The anthology also does a good job of tracing the evolution of Souffles, which started as an arts journal filled with poetry, paintings, and art criticism, to a more overtly political journal. By 1971, a new team of young arabophone militants striving for a socialist utopia had taken over the journal, and would continue their leadership until both Souffles and Anfas were forced to shut down within the year after a seven-year run, with many of its principal members arrested and tortured and others fleeing the country.

Before its political turn, Souffles was remarkable for its success in creating a new literary aesthetic for a new generation of writers who wanted to break from the old, entrenched way of writing.
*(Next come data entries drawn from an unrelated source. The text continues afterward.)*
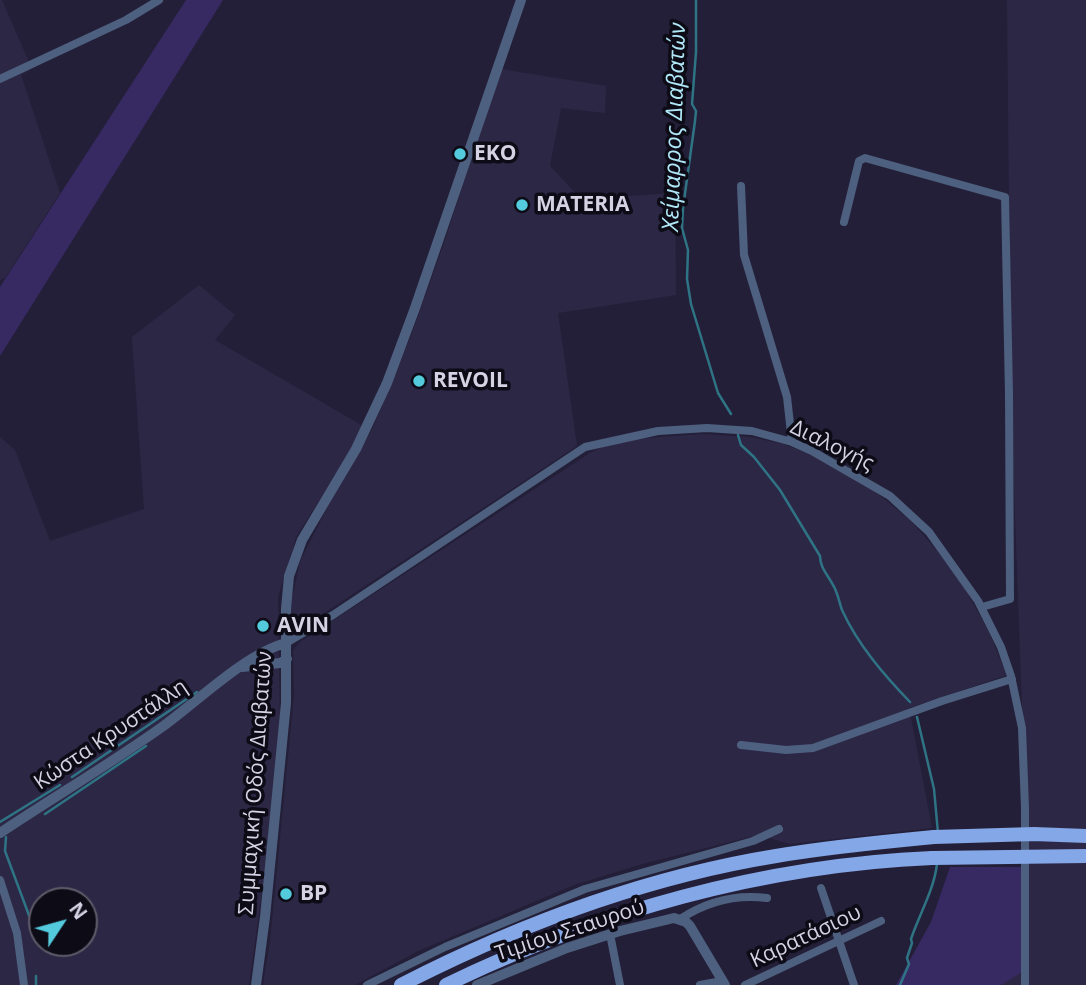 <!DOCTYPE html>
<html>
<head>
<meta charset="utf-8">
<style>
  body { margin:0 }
  #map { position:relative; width:1086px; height:985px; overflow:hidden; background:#241f38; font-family:"Open Sans",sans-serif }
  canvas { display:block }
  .north { position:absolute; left:28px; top:887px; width:70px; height:70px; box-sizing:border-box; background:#0d0b16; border:2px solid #5d5b68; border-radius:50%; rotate:54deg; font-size:19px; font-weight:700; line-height:28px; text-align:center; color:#d4d2e3 }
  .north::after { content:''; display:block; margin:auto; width:24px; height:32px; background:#54cadd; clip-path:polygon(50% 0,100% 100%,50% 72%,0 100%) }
</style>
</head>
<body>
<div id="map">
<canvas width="1086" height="985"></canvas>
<div class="north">N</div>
</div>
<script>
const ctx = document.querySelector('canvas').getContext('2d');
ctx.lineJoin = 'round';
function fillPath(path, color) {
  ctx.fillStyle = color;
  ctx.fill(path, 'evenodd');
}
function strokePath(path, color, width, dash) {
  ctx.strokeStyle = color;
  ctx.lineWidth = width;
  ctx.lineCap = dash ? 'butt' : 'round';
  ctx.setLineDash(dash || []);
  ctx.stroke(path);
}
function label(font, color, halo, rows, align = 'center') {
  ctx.font = font + ' "Open Sans",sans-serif';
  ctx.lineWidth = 7;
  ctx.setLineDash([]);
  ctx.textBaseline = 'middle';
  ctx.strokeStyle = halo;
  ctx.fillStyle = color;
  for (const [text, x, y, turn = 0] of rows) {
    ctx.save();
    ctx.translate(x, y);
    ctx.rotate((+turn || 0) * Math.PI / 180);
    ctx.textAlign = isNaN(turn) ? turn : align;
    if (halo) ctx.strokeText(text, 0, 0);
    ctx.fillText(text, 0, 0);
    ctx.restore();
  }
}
fillPath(new Path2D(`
  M 0,0 L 2,0 L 32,69 L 21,75 L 60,193 L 5,278 L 0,280 Z
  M 1007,0 L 1086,0 L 1086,985 L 1002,985 L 1001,943 L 1028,867 L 1011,406 Z
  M 501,69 L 606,86 L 605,113 L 561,108 L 550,166 L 581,199 L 675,193 L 676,295 L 558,313 L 577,446 L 306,625 L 298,624 L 290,617 L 290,608 L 300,562 L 327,508 L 373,427 L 410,338 L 442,249 Z
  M 199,285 L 235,315 L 215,340 L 363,426 L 349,453 L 296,537 L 278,597 L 280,728 L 271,827 L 249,985 L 0,985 L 0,437 L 15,450 L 50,541 L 144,509 L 132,337 ZM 42,901 L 84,901 L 84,943 L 42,943 Z
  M 701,434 L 750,437 L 783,444 L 814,456 L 873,490 L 910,520 L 939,553 L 964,587 L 988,630 L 1007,675 L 909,708 L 932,828 L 790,844 L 758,835 L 642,864 L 574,885 L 418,951 L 355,985 L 263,985 L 270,941 L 294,696 L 293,650 L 300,642 L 590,453 L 602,447 L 634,439 Z`), '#2d2746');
fillPath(new Path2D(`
  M 186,0 L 223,0 L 0,356 L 0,287 Z
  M 950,867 L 1025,867 L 1027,969 L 1001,985 L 896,985 L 931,922 Z`), '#372a63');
strokePath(new Path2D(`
  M 696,0 L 696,52 L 692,104 L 696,111 L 695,121 L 683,208 L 682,228 L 688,250 L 687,279 L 691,304 L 718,393 L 731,414
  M 738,435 L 741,445 L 754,457 L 780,490 L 820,556 C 820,568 828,575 833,585 C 838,593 839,602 842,610 C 858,645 884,675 910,702
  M 917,717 L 934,789 L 938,833
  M 72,777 L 197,692
  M 45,814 L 146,746
  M 0,822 L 60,785
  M 6,837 L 5,851 L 30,918
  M 36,976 L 36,985
  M 900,985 L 909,964 L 907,958 L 912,943 L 911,939 C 919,915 934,890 937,864`), '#2e7485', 2.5);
strokePath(new Path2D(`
  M 0,79 L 126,20 L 159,0
  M 741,186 L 744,255 L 787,397 L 792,442
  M 844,222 L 859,161 L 865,158 L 1005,197 L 1009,394 L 1010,599 L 982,607
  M 286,643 L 333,615 L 585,447 L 658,431 L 707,428 L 752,431 L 792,442 L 812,451 L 890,496 L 929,532 L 978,601 L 1001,647 L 1011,676 L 1022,728 L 1025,808 L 1025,985
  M 741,745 L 786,750 L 813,748 L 942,701 L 1012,679
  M 0,880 L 17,933 L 24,985
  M 821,888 L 854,985
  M 680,919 C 706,902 736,894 767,898
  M 610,934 L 620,985
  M 367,985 L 445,947 L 585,889 L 753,841 L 779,829
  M 700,985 L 722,981
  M 745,985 L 881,921`), '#4e607f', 8);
strokePath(new Path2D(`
  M 242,667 L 280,663 L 287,659
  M 0,833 C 54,797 110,764 162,727 C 198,701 245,654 286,643
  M 256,985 L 265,917 L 286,703 L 286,609 L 289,576 L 302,540 L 356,449 L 387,383 L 415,308 L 521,0
  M 477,985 L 567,948 L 620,931 L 674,918 L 686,922 L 690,926 L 725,985`), '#4e607f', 10);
strokePath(new Path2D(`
  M 401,985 C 518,925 646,877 776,856 C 828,847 881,842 934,837
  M 446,985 C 596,912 765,865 932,858`), '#84a7e7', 14);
strokePath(new Path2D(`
  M 934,837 L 1034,834 L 1086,836
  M 932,858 L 1086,856`), '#84a7e7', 14);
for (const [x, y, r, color] of [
  [460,154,7,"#54cadd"],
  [522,205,7,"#54cadd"],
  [419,381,7,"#54cadd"],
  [263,626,7,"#54cadd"],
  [286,894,7,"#54cadd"]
]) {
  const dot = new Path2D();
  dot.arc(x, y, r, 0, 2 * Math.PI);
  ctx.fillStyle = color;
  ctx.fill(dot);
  strokePath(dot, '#0d0b16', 2.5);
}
label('bold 21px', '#d4d2e3', '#0d0b16', [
  ["EKO",474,154],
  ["MATERIA",536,205],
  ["REVOIL",433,381],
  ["AVIN",277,626],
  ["BP",300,894]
], 'left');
label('21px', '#d4d2e3', '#0d0b16', [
  ["Διαλογής",832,446,26],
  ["Κώστα Κρυστάλλη",111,735,-34],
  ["Συμμαχική Οδός Διαβατών",256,783,-86],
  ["Τιμίου Σταυρού",570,931,-18],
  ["Καρατάσιου",806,937,-25]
]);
label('italic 23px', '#b0e8f8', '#0d0b16', [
  ["Χείμαρρος Διαβατών",675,127,-88]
]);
</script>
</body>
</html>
The journal was the starting point for many of Morocco’s most celebrated writers, such as Mohamed Khaïr-Eddine, Tahar Ben Jelloun, Mohammed Berrada, and Mohamed Zafzaf. This anthology allows us the chance to dip into pieces from these writers, among others, and my only complaint is that I wanted even more. Reading these works leaves you wondering why Moroccan poetry is so hard to come by in English translation.

Many of the core members of the journal wanted to create Souffles because they were frustrated with the lack of opportunities for getting their work published in Morocco. Not only were there little to no structures in place to publish literary works, but the writing they wanted to produce didn’t fit with the writing of the time, with the maintained literature of the regime, which consisted primarily in looking backwards to folklore, or looking westward, imitating Western forms. New, revolutionary writing was seen (in the beginning) as integral to the fight for a more democratic way of life. They engaged in combat by way of their poetry because, in Laâbi’s words, “Poetry is all that is left to man to reclaim his dignity, to avoid sinking into the multitude, so that his outcry forever carries the imprint and attestation of his inspiration.”

When you get to the end of the anthology’s extensive selection of literature, interviews, cultural critiques, book reviews, and political essays, and find yourself wanting more, you can access the Souffles archives online “here”: http://bnm.bnrm.ma:86/ListeVol.aspx?IDC=3, and the Anfas archives “here”: http://bnm.bnrm.ma:86/ListeVol.aspx?IDC=4. For the French speakers, I also highly recommend Kenza Sefrioui’s La revue Souffles: Espoirs de révolution culturelle au Maroc (1966-1973). Harrison and Villa-Ignacio’s anthology is the perfect introduction not only to the journal(s) but also to this time period in Morocco, to the kind of writing coming out of the Maghreb and the Arab world in the 1960s and ’70s that set the course for the writing coming out of that part of the world today, including resonant lines like these, from the poem “Witness Statements” (1971) by Sudanese poet Muhammad Al-Fayturi, translated from the Arabic by Ghenwa Hayek:

I stood by, moving neither a lip nor a hand
and in the glare of the afternoon, I witnessed the slaughter.